The drive to Coromandel was a mix of emotions for me. As I marveled at the almost Scottish scenery, we drove along side the pristine waters of the bay for the longest time before steeply ascending on narrow winding roads that had no railing! No railing! I think I literally clawed my way on Nick’s side as he drove merrily (no fear of heights there!). Our home for the next three nights was a Jurassic Park hideaway up in the mountains on the historic 309 Road harbouring protected native New Zealand forest lands. A true blue rustic forest lodge awaited us behind foreboding tall metal gates. Perched amidst pre-historic fern trees and lush New Zealand bush, our stay here was truly spectacular with views going on forever and resting on the shiny blues of the Bay. While in Coromandel we had the best Mussels we have ever had at The Mussel Kitchen. Pepper Tree Restaurant was another delicious discovery in Coromandel town.

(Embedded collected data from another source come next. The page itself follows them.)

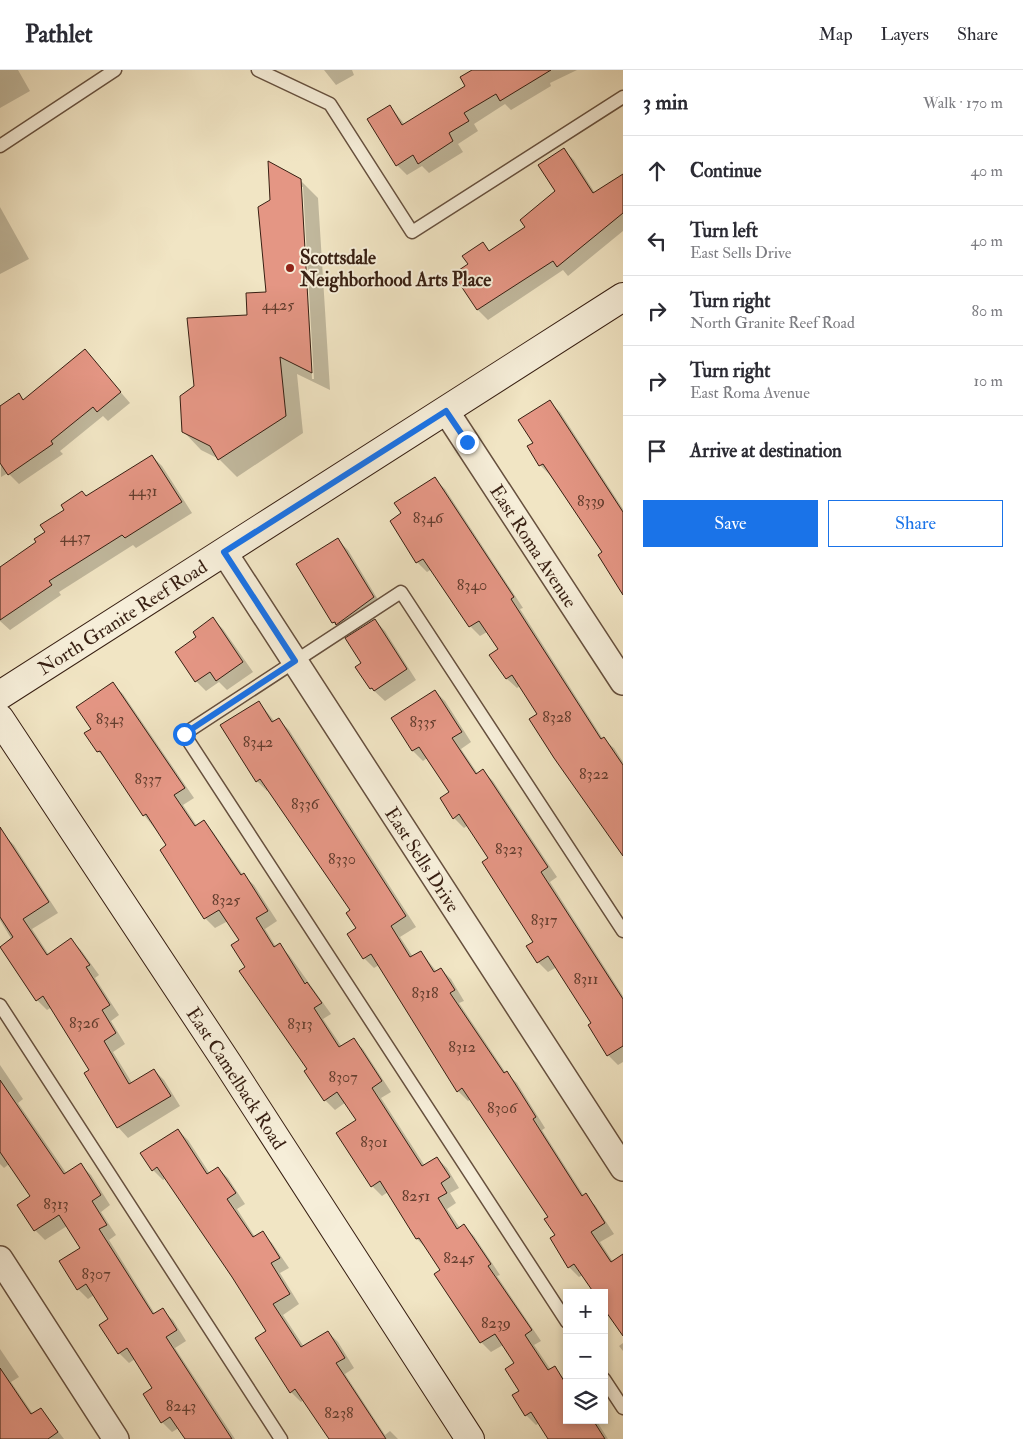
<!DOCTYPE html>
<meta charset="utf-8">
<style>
body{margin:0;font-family:"IM FELL Double Pica",serif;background:#f2f2f3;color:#2b2b33}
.controls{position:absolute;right:15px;bottom:15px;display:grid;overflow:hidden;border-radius:0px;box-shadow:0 2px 8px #0003}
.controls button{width:45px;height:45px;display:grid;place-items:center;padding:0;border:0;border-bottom:1px solid #e1e1e2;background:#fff;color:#2b2b33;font:25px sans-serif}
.stop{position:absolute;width:15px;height:15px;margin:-11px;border:4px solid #1a73e8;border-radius:50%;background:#fff}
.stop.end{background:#1a73e8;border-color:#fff;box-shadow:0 1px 5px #0008}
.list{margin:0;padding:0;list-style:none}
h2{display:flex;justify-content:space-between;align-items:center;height:65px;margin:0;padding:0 20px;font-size:21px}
h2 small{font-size:16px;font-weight:400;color:#7c7c81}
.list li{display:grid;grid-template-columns:32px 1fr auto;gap:15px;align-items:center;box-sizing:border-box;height:70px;padding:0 20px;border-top:1px solid #e1e1e2}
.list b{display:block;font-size:19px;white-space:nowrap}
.list p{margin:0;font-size:16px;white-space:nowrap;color:#7c7c81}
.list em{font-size:16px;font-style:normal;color:#7c7c81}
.actions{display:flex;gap:10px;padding:15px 20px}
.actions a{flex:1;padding:11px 0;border:1px solid #1a73e8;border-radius:0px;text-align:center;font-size:18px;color:#1a73e8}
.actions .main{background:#1a73e8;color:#fff}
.icon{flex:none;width:28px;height:28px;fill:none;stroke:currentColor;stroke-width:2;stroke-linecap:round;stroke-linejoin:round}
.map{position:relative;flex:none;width:623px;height:1369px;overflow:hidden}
header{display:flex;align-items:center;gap:30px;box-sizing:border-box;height:70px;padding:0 25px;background:#fff;border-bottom:1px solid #e1e1e2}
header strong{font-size:24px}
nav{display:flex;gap:28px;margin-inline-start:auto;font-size:18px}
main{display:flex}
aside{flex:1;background:#fff}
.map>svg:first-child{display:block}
</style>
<header>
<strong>Pathlet</strong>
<nav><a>Map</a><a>Layers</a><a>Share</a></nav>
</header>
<main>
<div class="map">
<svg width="623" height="1369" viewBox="0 0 623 1369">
<rect width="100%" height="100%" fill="#f1e5c4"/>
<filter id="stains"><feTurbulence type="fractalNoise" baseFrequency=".004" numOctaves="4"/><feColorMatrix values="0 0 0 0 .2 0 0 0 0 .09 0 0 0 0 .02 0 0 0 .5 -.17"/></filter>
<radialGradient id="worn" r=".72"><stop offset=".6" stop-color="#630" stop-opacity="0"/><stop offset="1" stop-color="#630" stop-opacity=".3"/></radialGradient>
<path fill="#0003" fill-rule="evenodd" d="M0,0h18l12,21 -30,17z
M324,0h28l2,5 -18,10z
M475,0h102l-27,13 1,3 -40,24 -6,-6 -31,20 4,7 -20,13 5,8 -34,21 -7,-7 -15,9 -10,-10 -7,-59 15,19 62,-39z
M564,80l10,10 21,33 28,-18v56l-55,45 -5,-6 -75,50 -10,-10 -23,-36 15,-9 12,-21 8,8 37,-25 30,-35z
M300,110l18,18 12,192 -33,-16 6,59 -66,44 -18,-18 -18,-9 -18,-19 12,-44 72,-94zM300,117h3l11,192h-2z
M0,137l29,52 -29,15z
M85,281l45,52 -22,18 -5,-5 -43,35 3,3 -44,30 -11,-11 -7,4 -1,-69 19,-13 5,5z
M550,332l10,10 63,97v80l-19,-36 -54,-78 -10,-10 -6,-22z
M152,386l10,10 30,47 -56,35 -3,-3 -74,47 2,3 -51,35 -10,-9v-52l38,-26 28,-33z
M435,409l10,10 78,119 -3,1 83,130 11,9 9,14v93l-92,-136 7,-5 -18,-28 -3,2 -11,-10 -7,-29 -12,-17 -7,4 -10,-10 -38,-57 -5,3 -10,-10 -14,-48z
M338,470l10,10 35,58 -40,24 -10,-10z
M213,549l10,10 30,43 -26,18 -8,-8 -13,9 -10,-10 2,-43z
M375,550l10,11 31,49 -31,21 -14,-13 -9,-24z
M113,614l10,10 71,104 -11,7 14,21 6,-4 10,10 30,43 11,10 23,36 -12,8 11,18 3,-2 10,10 42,59 -8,5 19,28 11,-8 10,10 28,43 -10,6 44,68 12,-8 10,10 12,20 -9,5 6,10 -9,6 13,19 4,-2 10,10 26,39 -3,1 44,65 -7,4 17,25 3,-2 13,14v38h29l12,19h-59l-10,-16 -3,2 -10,-10 -10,-52 -13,-18 -12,7 -10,-10 -46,-68 7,-4 -15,-21 -10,-10 -29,-47 -6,4 -10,-10 -14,-65 -12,-19 -11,8 -10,-10 -79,-133 -5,-26 -13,-20 -13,7 -10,-10 -37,-73 -24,-30 -36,-54 -10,-10 -5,-22z
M435,621l10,10 26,41 -10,7 17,25 5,-3 10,10 64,96 -7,5 73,114v66l-5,3 -10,-10 -16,-31 -35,-57 -9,5 -10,-10 -3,-20 -45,-84 -22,-33 -4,3 -10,-10 -4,-26 -23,-34 -4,3 -10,-10z
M259,632l16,20 4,-2 10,10 127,197 -16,10 13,20 8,-5 16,20 4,-3 10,10 13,22 -5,2 47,70 11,10 28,45 -3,2 42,66 11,9 19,29 -14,8 13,20 10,-7v79l-19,-41 -21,-18 -4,2 -10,-10 -20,-50 -78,-118 -3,2 -10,-10 -79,-126 -5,3 -10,-10 -12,-48 -83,-121 -2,2 -10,-10z
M4,765l10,10 44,68 -26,16 17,26 22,-15 10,10 18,25 -4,3 24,37 -8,6 14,23 -12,8 19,31 22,-13 10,10 16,26 -52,32 -10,-11 -32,-54 5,-3 -39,-63 -5,3 -10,-10 -25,-60 -12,-20v-83z
M0,995l23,34 -5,4 49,71 14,-9 10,10 19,30 -9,7 15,23 -7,5 46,74 7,-4 11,10 13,21 -11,7 60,91h-49l-7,-11 -7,4 -10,-10 -8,-33 -19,-30 -6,4 -10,-10 -10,-33 -15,-25 -6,4 -10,-10 -17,-28 21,-13 -15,-22 -22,14 -10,-10 -3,-33 -23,-33 -5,4 -4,-4z
M178,1060l10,10 22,34 8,-6 10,10 17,26 -8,5 18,28 7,-4 10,10 17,25 -9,5 19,31 -16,11 21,32 24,-15 10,10 16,26 -9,6 40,61 5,-4 8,8h-67l-27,-39 -3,2 -10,-10 -24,-61 -34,-55 -67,-98 -3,2 -10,-10z
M623,1273v8l-4,-5z
M0,1279l19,28 -8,5 22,32 8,-5 23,30h-60l-4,-6z"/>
<path fill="#e49684" stroke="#371f12" d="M472,0h79l-51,31 -4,-7 -32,19 5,8 -20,12 4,8 -35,23 -5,-9 -17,11 -29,-47 23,-14 12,20 63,-39 -5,-9z
M564,78l29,45 30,-19v39l-66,54 -4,-6 -76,49 -24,-36 15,-10 -6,-8 21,-14 6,9 36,-24 -5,-7 35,-29 -17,-26z
M268,91l33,18 11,194 -32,-16 6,59 -68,44 -8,-14 -28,-14 -2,-36 14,-10 -7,-68 60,-3 -1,-22 20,-1 -8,-85 12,-7z
M85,279l36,43 -24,20 -4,-5 -42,34 2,3 -45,31 -8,-12v-57l19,-13 4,7z
M550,330l73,112v83l-25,-40 4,-3 -59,-88 -4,2 -12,-20 6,-3 -15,-23z
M152,385l30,47 -57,36 -3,-3 -73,46 3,4 -52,35v-53l36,-25 -2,-3 11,-7 -5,-7 24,-15 -3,-5 21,-14 4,5z
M435,407l79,120 -3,2 90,140 3,-2 19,28v91l-69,-98 -25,-39 8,-5 -25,-39 -6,4 -17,-24 9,-6 -19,-28 -10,6 -46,-68 -7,4 -26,-42 11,-8 -7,-10z
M338,468l36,59 -38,28 -1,-3 -3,1 -36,-59z
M213,547l30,45 -27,19 -6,-9 -15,10 -20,-30 21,-15 -3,-5z
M375,549l32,50 -33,22 -2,-3 -2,1 -15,-22 6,-4 -16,-25z
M113,612l72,106 -11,7 21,31 9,-6 37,55 3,-2 24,38 -12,7 18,29 6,-4 25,41 2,-2 15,21 -8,5 25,39 15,-9 28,43 -10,7 50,78 15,-9 13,20 -9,6 6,10 -9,5 19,31 7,-5 27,40 -3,2 44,64 -7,5 23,35 7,-4 12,20v34h26l12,19h-57l-17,-27 -6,4 -13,-21 7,-4 -14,-22 9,-6 -19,-29 -15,9 -46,-69 6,-4 -21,-32 -3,1 -36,-58 -9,6 -35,-54 20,-13 -19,-28 -13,9 -20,-30 3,-2 -68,-98 6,-4 -14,-22 8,-5 -20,-30 -15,9 -44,-69 6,-5 -20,-31 -3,2 -43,-65 -3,1 -13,-19 7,-4 -15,-22z
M435,620l27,42 -10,6 24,36 7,-5 65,98 -7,5 82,127v47l-16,10 -19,-31 3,-2 -43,-67 -11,7 -11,-17 7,-4 -51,-80 6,-4 -29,-44 -6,5 -13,-21 9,-6 -30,-45 -7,4 -21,-33z
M259,631l13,21 7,-4 127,198 -15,10 19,31 11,-6 13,21 7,-4 14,22 -5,3 54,80 3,-2 29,46 -3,2 49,77 4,-3 19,30 -14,9 20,30 12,-8v82l-19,-27v-16h-10l-20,-29 -6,4 -18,-30 5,-3 -11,-16 4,-2 -86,-129 -5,4 -86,-138 -8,5 -16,-25 9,-6 -10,-15 4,-3 -90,-131 -4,3 -36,-57z
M0,757l49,75 -26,17 24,36 24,-17 19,27 -4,2 24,38 -8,5 14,23 -12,8 25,43 25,-15 17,27 -54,32 -33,-55 5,-3 -46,-74 -7,5 -36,-54 13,-10 -13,-20z
M0,1010l64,94 17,-11 20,32 -9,6 15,24 -8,4 54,85 10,-6 14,22 -11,7 66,102h-47l-15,-22 -9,6 -18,-29 9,-6 -25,-40 -9,6 -19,-29 9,-6 -22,-35 -9,6 -18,-29 21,-13 -21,-33 -25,16 -17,-26 13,-9 -30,-44z
M178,1059l29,45 11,-7 18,26 -9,6 26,38 10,-6 17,27 -9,5 19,31 -17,10 28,43 27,-16 17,27 -9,5 50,76h-57l-34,-50 -5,4 -35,-55 11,-7 -34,-54 -75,-110 -5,4 -12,-18z
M0,1298l31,46 10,-6 17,24 -10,7h-48z"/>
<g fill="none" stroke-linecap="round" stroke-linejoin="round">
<defs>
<path id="lane" d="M258,0l72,34 82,128 211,-135
M0,76l115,-76
M0,935l281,434
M567,1252l-383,-588 217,-142 222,339
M604,1309l19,29"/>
<g id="street">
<path id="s1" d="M446,341l177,271"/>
<path id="s2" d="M224,482l399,616"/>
<path d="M0,1189l116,180"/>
</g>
<g id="secondary">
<path id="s3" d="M0,625l623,-398"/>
<path id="s4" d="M0,649l228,345 242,375"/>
</g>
</defs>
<use href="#lane" stroke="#66503e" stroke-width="15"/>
<use href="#street" stroke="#66503e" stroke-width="28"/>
<use href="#secondary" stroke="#371f12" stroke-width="30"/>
<use href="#lane" stroke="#f6eed9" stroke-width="12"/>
<use href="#street" stroke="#f6eed9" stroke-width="25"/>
<use href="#secondary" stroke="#f6eed9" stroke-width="28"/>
</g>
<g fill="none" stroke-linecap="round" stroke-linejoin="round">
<path stroke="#1a73e8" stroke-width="6" d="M184,664l111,-73 -71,-109 222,-141 21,31"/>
</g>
<circle fill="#8f2418" stroke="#f6eed9" stroke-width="2" cx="290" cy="198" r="5"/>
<g text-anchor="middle" stroke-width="4" stroke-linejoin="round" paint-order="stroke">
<g font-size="16" fill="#623d2e">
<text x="278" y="240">4425</text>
<text x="143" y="426">4431</text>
<text x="591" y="436">8339</text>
<text x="428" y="453">8346</text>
<text x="75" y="472">4437</text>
<text x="472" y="520">8340</text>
<text x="557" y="652">8328</text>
<text x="110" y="654">8343</text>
<text x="423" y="657">8335</text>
<text x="258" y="677">8342</text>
<text x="594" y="709">8322</text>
<text x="148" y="714">8337</text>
<text x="305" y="739">8336</text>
<text x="509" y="784">8323</text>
<text x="342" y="794">8330</text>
<text x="226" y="835">8325</text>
<text x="544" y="855">8317</text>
<text x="586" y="914">8311</text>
<text x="425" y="928">8318</text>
<text x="84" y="958">8326</text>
<text x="300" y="959">8313</text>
<text x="462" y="982">8312</text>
<text x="343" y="1012">8307</text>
<text x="502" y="1043">8306</text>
<text x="374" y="1077">8301</text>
<text x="416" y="1131">8251</text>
<text x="56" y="1139">8313</text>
<text x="459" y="1193">8245</text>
<text x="96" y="1209">8307</text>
<text x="496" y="1258">8239</text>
<text x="181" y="1341">8243</text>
<text x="339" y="1348">8238</text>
</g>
<g font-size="19" font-weight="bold" fill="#371f12" stroke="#f6eed9" text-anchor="start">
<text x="300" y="194">Scottsdale<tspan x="300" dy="22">Neighborhood Arts Place</tspan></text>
</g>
<g font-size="19" fill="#371f12" stroke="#f6eed9">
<text dy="7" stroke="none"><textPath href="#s1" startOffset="161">East Roma Avenue</textPath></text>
<text dy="7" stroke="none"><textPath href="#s3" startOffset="145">North Granite Reef Road</textPath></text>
<text dy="7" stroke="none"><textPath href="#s2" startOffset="366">East Sells Drive</textPath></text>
<text dy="7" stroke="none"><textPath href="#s4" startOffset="430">East Camelback Road</textPath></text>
</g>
</g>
<rect width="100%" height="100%" filter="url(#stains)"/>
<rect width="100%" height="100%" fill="url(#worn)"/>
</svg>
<div class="controls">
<button>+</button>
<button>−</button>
<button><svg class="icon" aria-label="layers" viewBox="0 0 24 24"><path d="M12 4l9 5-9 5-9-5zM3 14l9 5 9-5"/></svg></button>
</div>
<div class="stop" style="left:184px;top:664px"></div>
<div class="stop end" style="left:467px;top:372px"></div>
</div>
<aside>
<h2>3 min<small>Walk · 170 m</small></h2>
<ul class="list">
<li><svg class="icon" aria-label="ahead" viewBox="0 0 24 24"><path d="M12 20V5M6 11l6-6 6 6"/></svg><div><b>Continue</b></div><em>40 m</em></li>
<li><svg class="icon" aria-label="left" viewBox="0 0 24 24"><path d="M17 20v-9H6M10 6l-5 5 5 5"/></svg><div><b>Turn left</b><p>East Sells Drive</p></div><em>40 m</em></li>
<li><svg class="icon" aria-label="right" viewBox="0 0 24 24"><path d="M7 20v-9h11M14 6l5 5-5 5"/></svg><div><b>Turn right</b><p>North Granite Reef Road</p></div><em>80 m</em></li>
<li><svg class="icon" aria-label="right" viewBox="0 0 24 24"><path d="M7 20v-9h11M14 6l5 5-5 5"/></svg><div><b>Turn right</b><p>East Roma Avenue</p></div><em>10 m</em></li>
<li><svg class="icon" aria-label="arrive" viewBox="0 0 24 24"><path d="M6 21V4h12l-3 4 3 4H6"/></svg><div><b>Arrive at destination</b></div></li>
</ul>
<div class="actions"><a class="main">Save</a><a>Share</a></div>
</aside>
</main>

New Zealand’s famous 309 Road is a scenic 22-kilometre journey which crosses the backbone of the Coromandel Peninsula from east to west. Mostly unsealed, it showcases spectacular scenery as it winds through lush farmland, pine forests and extensive areas of beautiful native bush. Some say they named the 309 for the number of bends, while others say it’s the number of minutes the horse-drawn carriage used to take. Along the 309 Road, we spent half a day at the hilarious Waterworks, a water themed park unlike any you might have seen with the exhibits and activities planned with a hearty sense of humour. We also discovered and explored an ancient Kauri Pine Grove – home to giant kauri pine trees with a diameter of over 6 meters. They were so spectacular and so old (over 1000 years) that we had to hug them. We were in complete awe of these 50 meter tall giants and wondered what stories they would tell if they could speak.

On our last day in Coromandel, we drove to Hahei beach and got on a dinghy, again with life vests on (there seems to be a pattern here!) and bumped our way on choppy waves out on to the open sea. We were mesmerised by the beautiful Cathedral Cove which was the setting for the Chronicles Of Narnia movie. We passed under sea tunnels, bobbed into a sea cave and entered a blowhole. We floated over the Hahei Marine Reserve and fed fish. We later scrambled our way to the Hot Water Beach in Mercury Bay armed with spades and dug ourselves a little sauna of hot water right there on the beach. A truly unique experience on one of New Zealand’s most dangerous beaches, volcanic activity under the surface pushes hot water up through two fissures on the beach an hour on either side of low tide. Hundreds of people flock to this area and dig themselves a little hot water bath that only nature can provide. Amazing!

We left Coromandel with a belly full of mussels and memories of the kiwi calling in the bush outside our forest lodge. We were on a mission to Auckland. We wanted to see a kiwi. A trip to Auckland zoo was in order which is home to the Operation Nest Egg Program. It allows visitors to see the newly hatched kiwis before they are released into the wild, a program that is actively involved in saving kiwis from becoming extinct. While in Auckland, we also visit Mt Eden (Maungawhau), a dormant volcano nestling a giant crater whole summit is the highest point in Auckland. Oh and after waiting patiently in the dark for nearly half an hour, we did see two kiwis. They are huge! Like a possum! It was worth it.

Our last day in New Zealand was bittersweet. We longed to fly back to the sanctity of our home but we were sad to say goodbye to the little big island of giant tree ferns, folklores and a million grazing sheep. Traveling together for two weeks, being cooped up in a car for hours on end and spending quiet evenings in strange new homes devoid of technology with laughter and stories recounted from the day had brought us even closer as a family. We slowed down and felt at peace. Our travels had enriched our souls and filled us with a slow burning hunger to go and explore lands far and beyond. A life well travelled truly connects us with the world we live in, far more than a device or book could. And so we returned home to a smashed windscreen in the Sydney storms and brought back the sunshine from New Zealand, our hearts filled with wanderlust and a renewed resolve to travel far and travel often.